A l’hôtel, on ne les aperçoit qu’entre deux portes, au détour d’un couloir : les femmes de chambre. Leurs conditions de travail ? Elles dénoncent des cadences parfois infernales et des heures supplémentaires impayées. L’Œil du 20h a enquêté sur le quotidien de ces femmes qui travaillent dans l’ombre.

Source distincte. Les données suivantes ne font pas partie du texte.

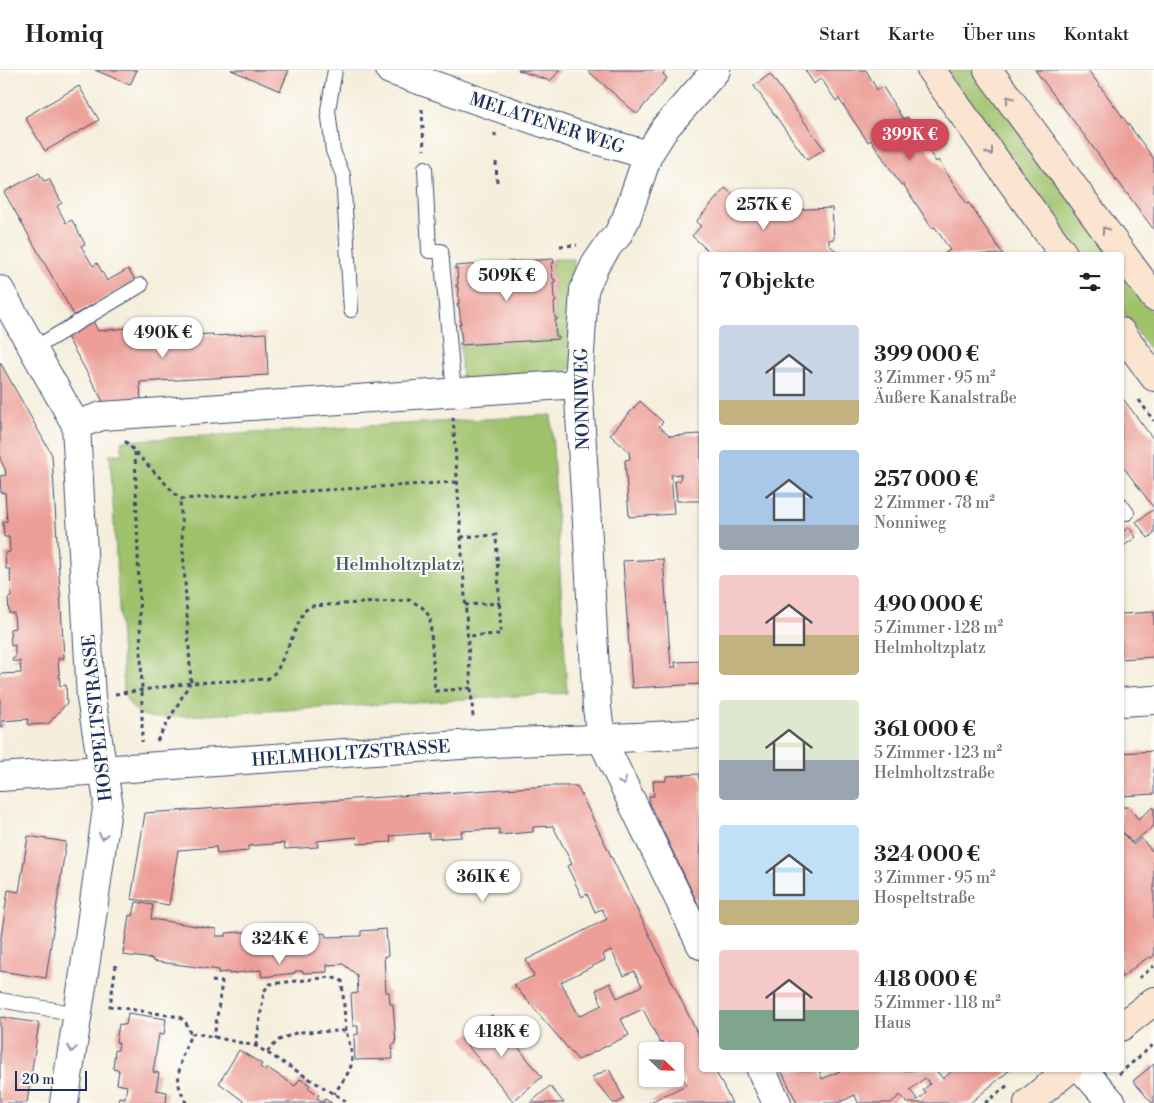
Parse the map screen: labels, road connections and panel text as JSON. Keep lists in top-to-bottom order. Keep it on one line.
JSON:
{"streets":{"street":["MELATENER WEG","NONNIWEG","HOSPELTSTRASSE","HELMHOLTZSTRASSE"]},"crossings":[["MELATENER WEG","NONNIWEG"],["NONNIWEG","HELMHOLTZSTRASSE"],["HOSPELTSTRASSE","HELMHOLTZSTRASSE"]],"one_way":["HOSPELTSTRASSE"],"parks":["Helmholtzplatz"],"scale_bar":"20 m","north":"bottom right","page":{"header":"Homiq","nav":["Start","Karte","Über uns","Kontakt"],"price":["399K €","257K €","509K €","490K €","361K €","324K €","418K €"],"heading":"7 Objekte","list":[{"name":"399 000 €","note":"3 Zimmer · 95 m² · Äußere Kanalstraße"},{"name":"257 000 €","note":"2 Zimmer · 78 m² · Nonniweg"},{"name":"490 000 €","note":"5 Zimmer · 128 m² · Helmholtzplatz"},{"name":"361 000 €","note":"5 Zimmer · 123 m² · Helmholtzstraße"},{"name":"324 000 €","note":"3 Zimmer · 95 m² · Hospeltstraße"},{"name":"418 000 €","note":"5 Zimmer · 118 m² · Haus"}],"scale":"20 m"}}
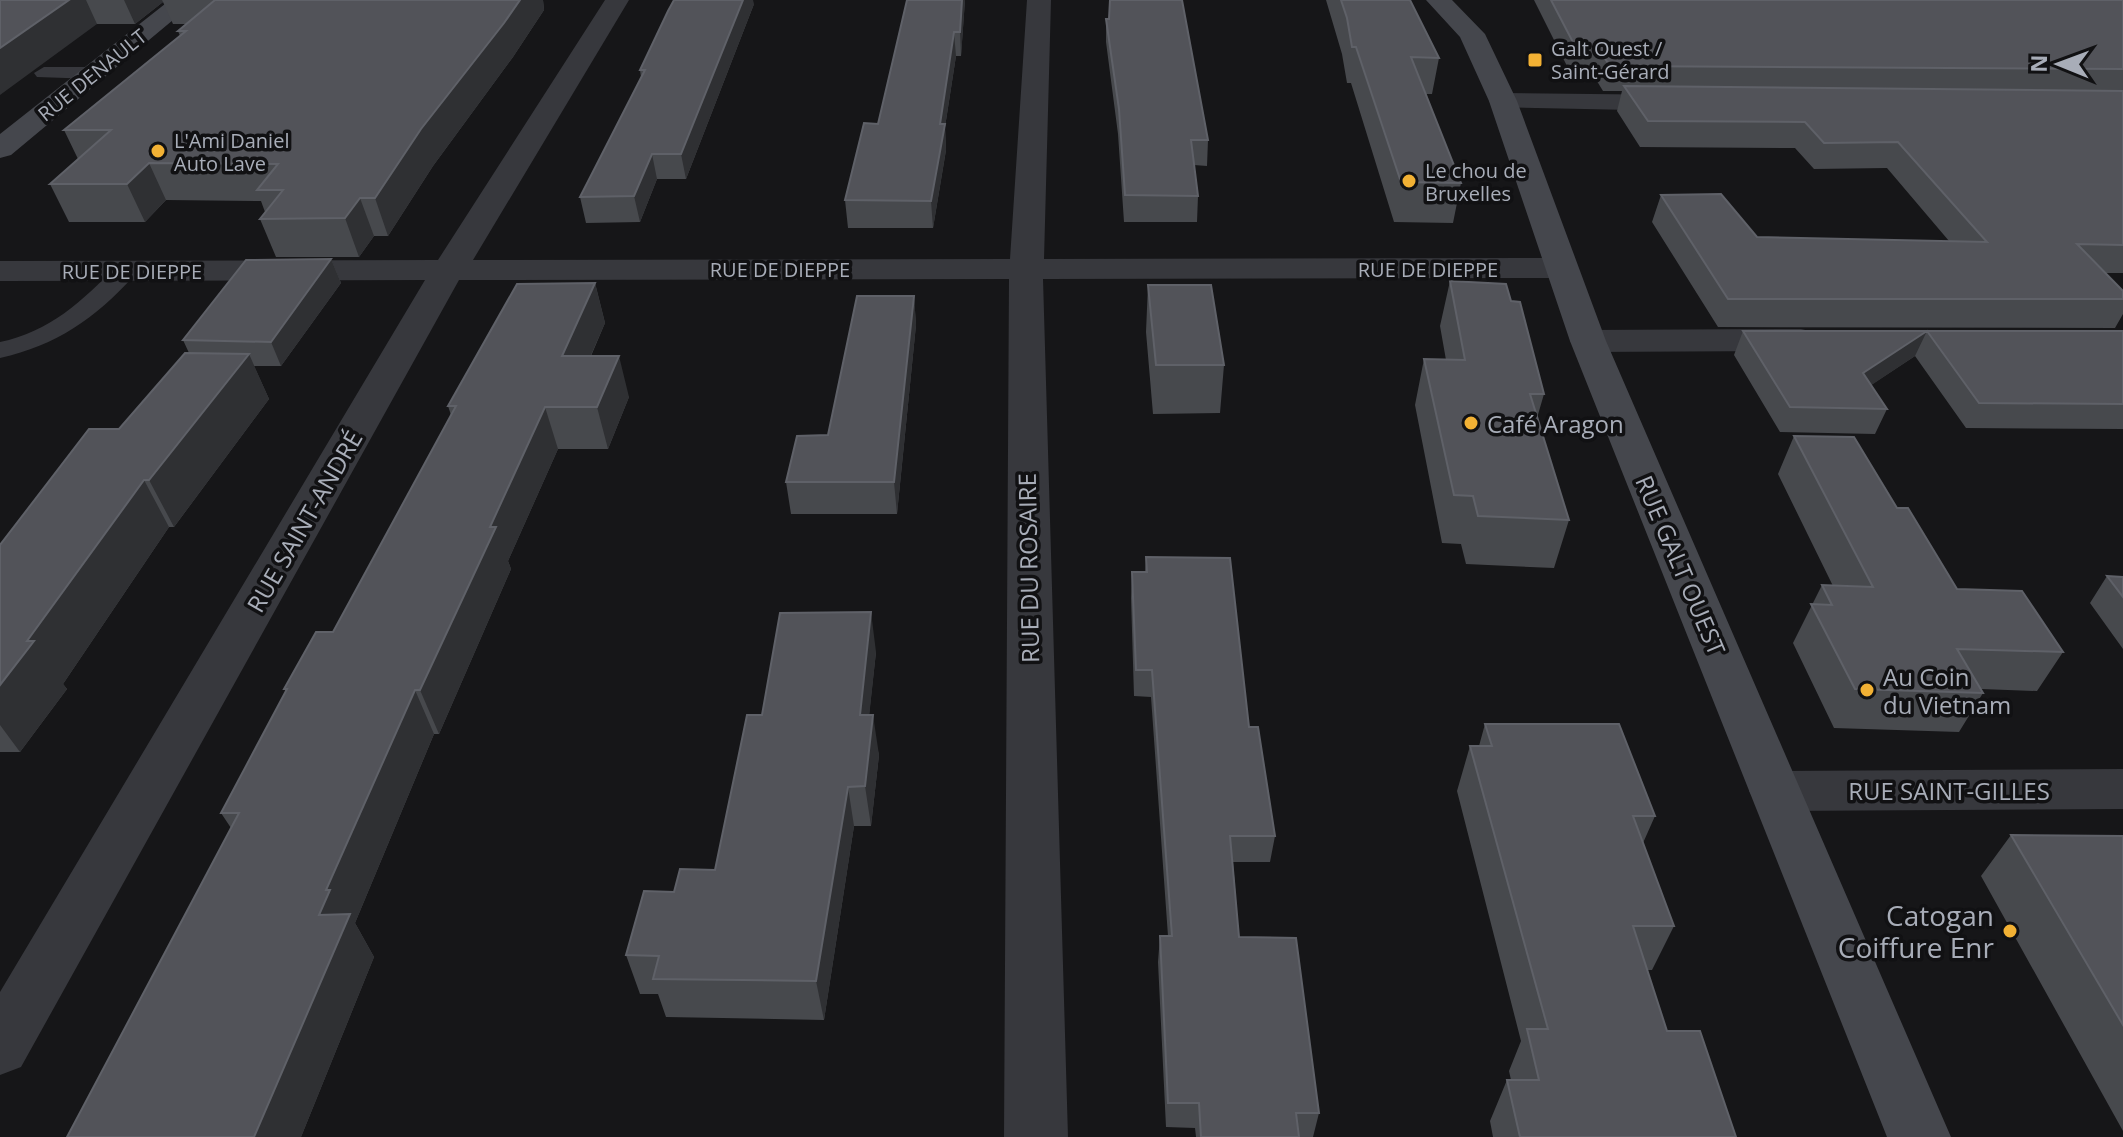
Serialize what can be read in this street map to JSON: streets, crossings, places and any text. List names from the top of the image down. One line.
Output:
{"streets":{"main road":["RUE DENAULT","RUE GALT OUEST"],"street":["RUE DE DIEPPE","RUE SAINT-ANDRÉ","RUE DU ROSAIRE","RUE SAINT-GILLES"]},"crossings":[["RUE DE DIEPPE","RUE SAINT-ANDRÉ"],["RUE DE DIEPPE","RUE GALT OUEST"],["RUE DE DIEPPE","RUE DU ROSAIRE"],["RUE GALT OUEST","RUE SAINT-GILLES"]],"places":{"transit":["Galt Ouest / Saint-Gérard"],"other":["L'Ami Daniel Auto Lave","Le chou de Bruxelles","Café Aragon","Au Coin du Vietnam","Catogan Coiffure Enr"]},"north":"left"}
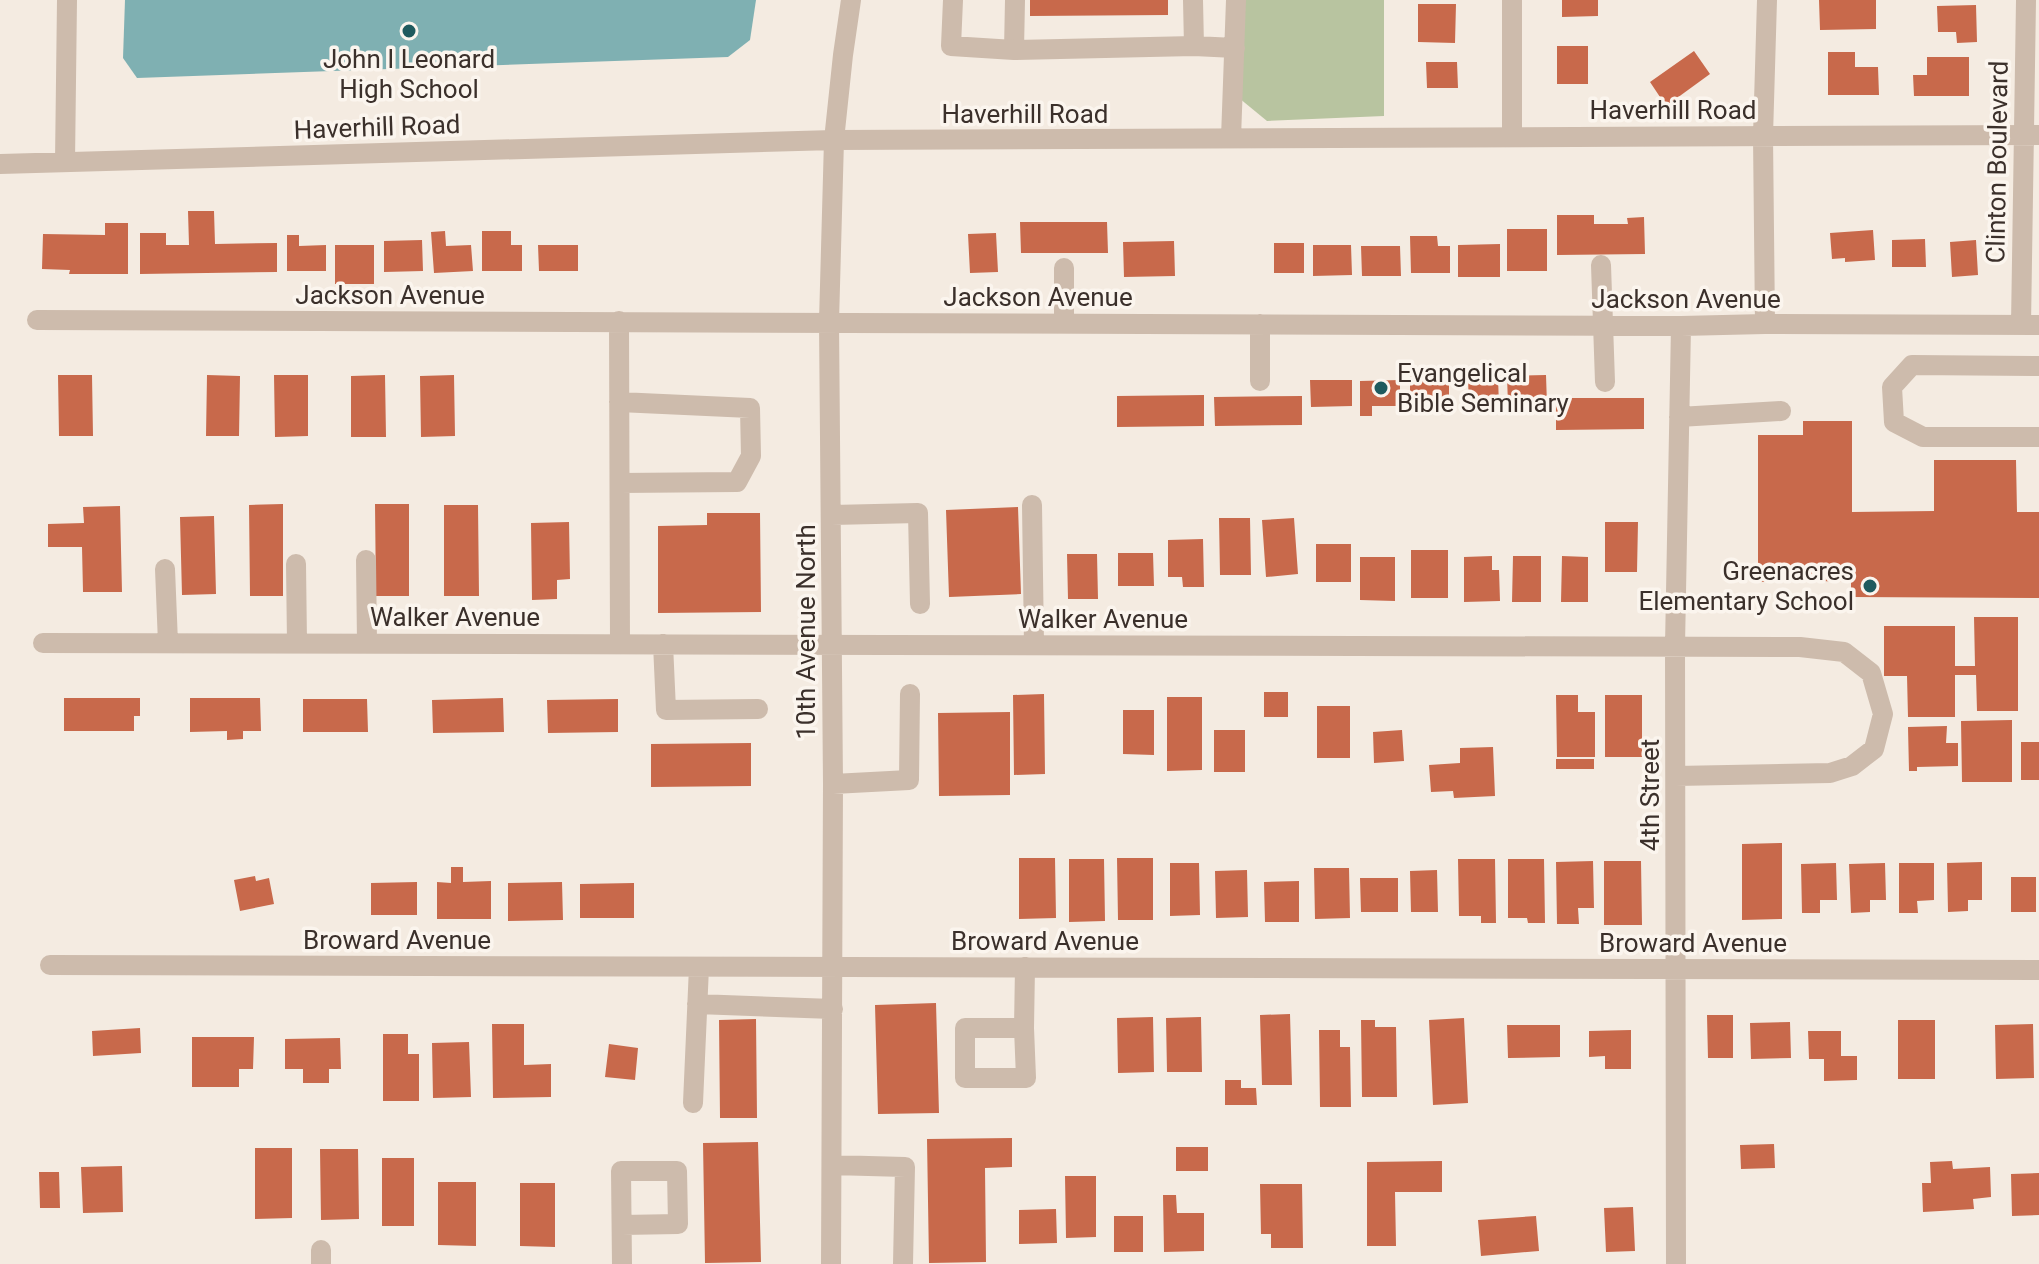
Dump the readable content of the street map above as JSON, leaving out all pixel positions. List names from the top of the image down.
{
  "streets": {
    "street": [
      "Haverhill Road",
      "Clinton Boulevard",
      "Jackson Avenue",
      "Walker Avenue",
      "10th Avenue North",
      "4th Street",
      "Broward Avenue"
    ]
  },
  "crossings": [
    ["Haverhill Road", "Clinton Boulevard"],
    ["Haverhill Road", "10th Avenue North"],
    ["Clinton Boulevard", "Jackson Avenue"],
    ["Jackson Avenue", "10th Avenue North"],
    ["Jackson Avenue", "4th Street"],
    ["Walker Avenue", "10th Avenue North"],
    ["Walker Avenue", "4th Street"],
    ["10th Avenue North", "Broward Avenue"],
    ["4th Street", "Broward Avenue"]
  ],
  "places": ["John I Leonard High School", "Evangelical Bible Seminary", "Greenacres Elementary School"]
}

Porte de Clichy, au nord de Paris. Des sifflets et des percussions retentissent au milieu des voitures et des immeubles grisâtres. Les femmes de ménage de l’hôtel Holiday Inn, classé 4 étoiles, sont en grève depuis le 19 octobre. Comme tous les jours depuis le début du mouvement, elles se rassemblent devant les portes de l’établissement. Elles travaillent pour une entreprise sous-traitante, Héméra, qui gère le nettoyage pour l’établissement. «Là-bas on est comme des esclaves !», s’insurge Ahata Lowandjola, gouvernante en grève.

Quelles sont leurs conditions de travail ? Pour le savoir, nous avons passé une nuit dans cet hôtel. Le lendemain matin, nous retrouvons Nathalie*, femme de ménage, au moment où elle doit nettoyer notre chambre. Nous l’avons chronométrée. Changer les draps, laver la salle de bains, faire la poussière, passer l’aspirateur… Résultat : environ 24 minutes pour terminer la chambre. Elle n’a pas le choix, c’est la cadence imposée par le sous-traitant. La preuve : ce planning que nous nous sommes procurés. En une journée, l’employeur exige que les femmes de ménage nettoient 20 chambres en sept heures.

«Ils veulent que l’on nettoie 3 chambres par heure. Ce n’est pas possible, se plaint Nathalie. Ils s’en foutent, il faut que le travail soit fait, c’est ça qu’ils veulent. On n’est pas respectées, on n’est pas respectées…»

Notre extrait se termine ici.